The summit of Haleakala is bit like being on Mars - barren, reddish in color, and cold. But it isn't lonely as Haleakala is one of the most popular attractions on the island of Maui. Each day many vacationers travel up the winding road to the summit at 10,023 feet to watch the sunrise atop the dormant volcano. Most do so in rental cars, but a some choose a company offering a bicycle tour downhill. You will want to watch out for these groups of riders moving much slower on the road.
The scenery is awesome along the way and at the top. From the top, if you look to the south you will likely see the peaks of Mauna Kea and Mauna Loa on the Big Island. During the middle of the day a cloud layer often forms over Hawaii between sea level and the summit. So if it looks cloudy before as you start to make your way up the mountain, keep in mind it is likely clear and sunny on top.
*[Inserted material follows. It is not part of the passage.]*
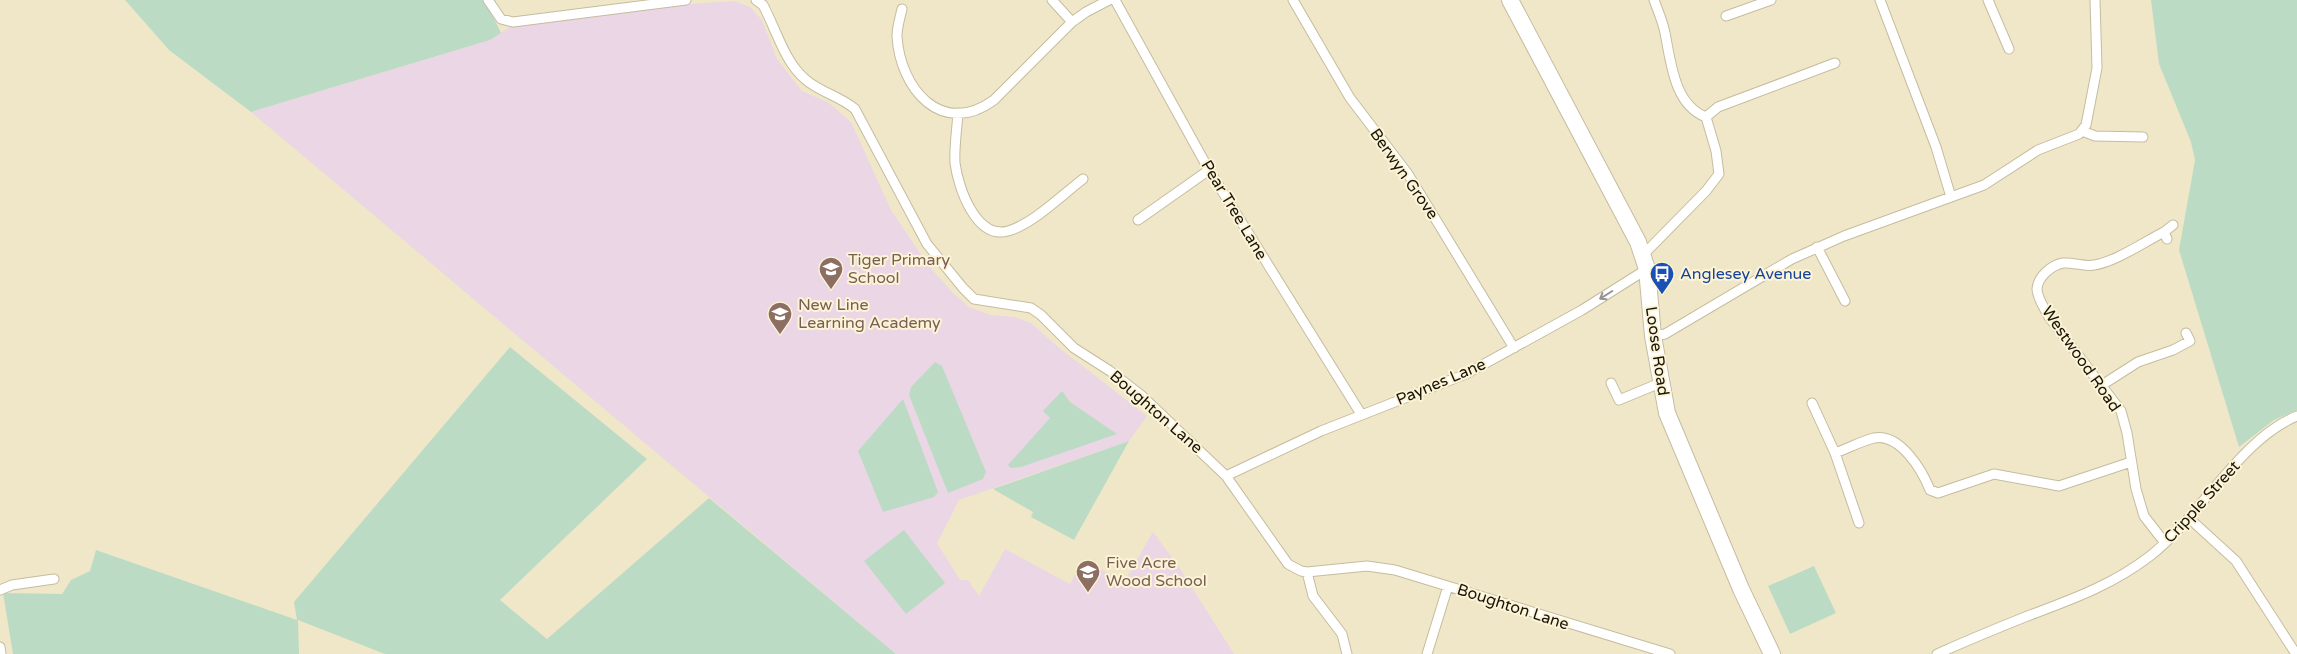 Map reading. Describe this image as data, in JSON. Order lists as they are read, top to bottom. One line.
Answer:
{"streets":{"highway":["Loose Road"],"street":["Berwyn Grove","Pear Tree Lane","Westwood Road","Paynes Lane","Boughton Lane","Cripple Street"]},"crossings":[["Berwyn Grove","Paynes Lane"],["Pear Tree Lane","Paynes Lane"],["Loose Road","Paynes Lane"],["Westwood Road","Cripple Street"],["Paynes Lane","Boughton Lane"]],"places":{"school or university":["Tiger Primary School","New Line Learning Academy","Five Acre Wood School"],"bus stop":["Anglesey Avenue"]}}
One does not really need to hike in the upper wilderness area to see great views. There are several lookouts along the road and views from the visitor center. You can see nearly all of the trails from these lookouts at the summit. Just because Maui is a tropical island, do not be unprepared when heading up to the Haleakala summit, as it is often freezing up there. You will need warm clothes and sunscreen if you plan to embark on one of the trails.
A great place to explore is the lower park of Haleakala National Park and the Seven Pools area. But you need severals hours and be willing to take the Road to Hana and then some to reach it.